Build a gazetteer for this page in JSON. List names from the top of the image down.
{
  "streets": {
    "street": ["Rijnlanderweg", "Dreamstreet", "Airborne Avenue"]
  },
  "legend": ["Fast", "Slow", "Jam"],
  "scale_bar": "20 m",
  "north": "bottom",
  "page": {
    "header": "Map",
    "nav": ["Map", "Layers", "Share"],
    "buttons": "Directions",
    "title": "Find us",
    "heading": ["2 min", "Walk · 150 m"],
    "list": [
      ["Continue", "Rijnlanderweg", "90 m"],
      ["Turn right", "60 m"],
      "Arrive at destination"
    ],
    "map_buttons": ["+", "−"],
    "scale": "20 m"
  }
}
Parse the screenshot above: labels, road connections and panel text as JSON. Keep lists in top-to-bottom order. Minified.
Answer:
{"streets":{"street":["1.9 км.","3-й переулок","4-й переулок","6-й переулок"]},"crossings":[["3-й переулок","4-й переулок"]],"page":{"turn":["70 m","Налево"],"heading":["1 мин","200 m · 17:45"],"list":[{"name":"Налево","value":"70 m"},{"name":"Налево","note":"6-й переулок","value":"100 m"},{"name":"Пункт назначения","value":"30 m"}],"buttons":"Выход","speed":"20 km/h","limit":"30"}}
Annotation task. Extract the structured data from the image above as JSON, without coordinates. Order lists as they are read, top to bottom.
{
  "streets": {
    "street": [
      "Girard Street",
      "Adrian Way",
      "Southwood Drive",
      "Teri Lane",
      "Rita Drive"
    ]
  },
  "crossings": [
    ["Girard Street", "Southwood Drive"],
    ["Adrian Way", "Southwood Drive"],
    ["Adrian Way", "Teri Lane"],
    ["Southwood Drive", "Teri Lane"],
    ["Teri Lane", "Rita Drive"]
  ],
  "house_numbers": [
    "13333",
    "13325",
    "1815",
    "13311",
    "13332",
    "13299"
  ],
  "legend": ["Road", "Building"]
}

> [TASK PROMPT] Output nothing but the lines from the one with "Annotation task. Extract" through the last line above, each exactly as it stands.

> [ANSWER BELOW]
Annotation task. Extract the structured data from the image above as JSON, without coordinates. Order lists as they are read, top to bottom.
{
  "streets": {
    "street": [
      "Girard Street",
      "Adrian Way",
      "Southwood Drive",
      "Teri Lane",
      "Rita Drive"
    ]
  },
  "crossings": [
    ["Girard Street", "Southwood Drive"],
    ["Adrian Way", "Southwood Drive"],
    ["Adrian Way", "Teri Lane"],
    ["Southwood Drive", "Teri Lane"],
    ["Teri Lane", "Rita Drive"]
  ],
  "house_numbers": [
    "13333",
    "13325",
    "1815",
    "13311",
    "13332",
    "13299"
  ],
  "legend": ["Road", "Building"]
}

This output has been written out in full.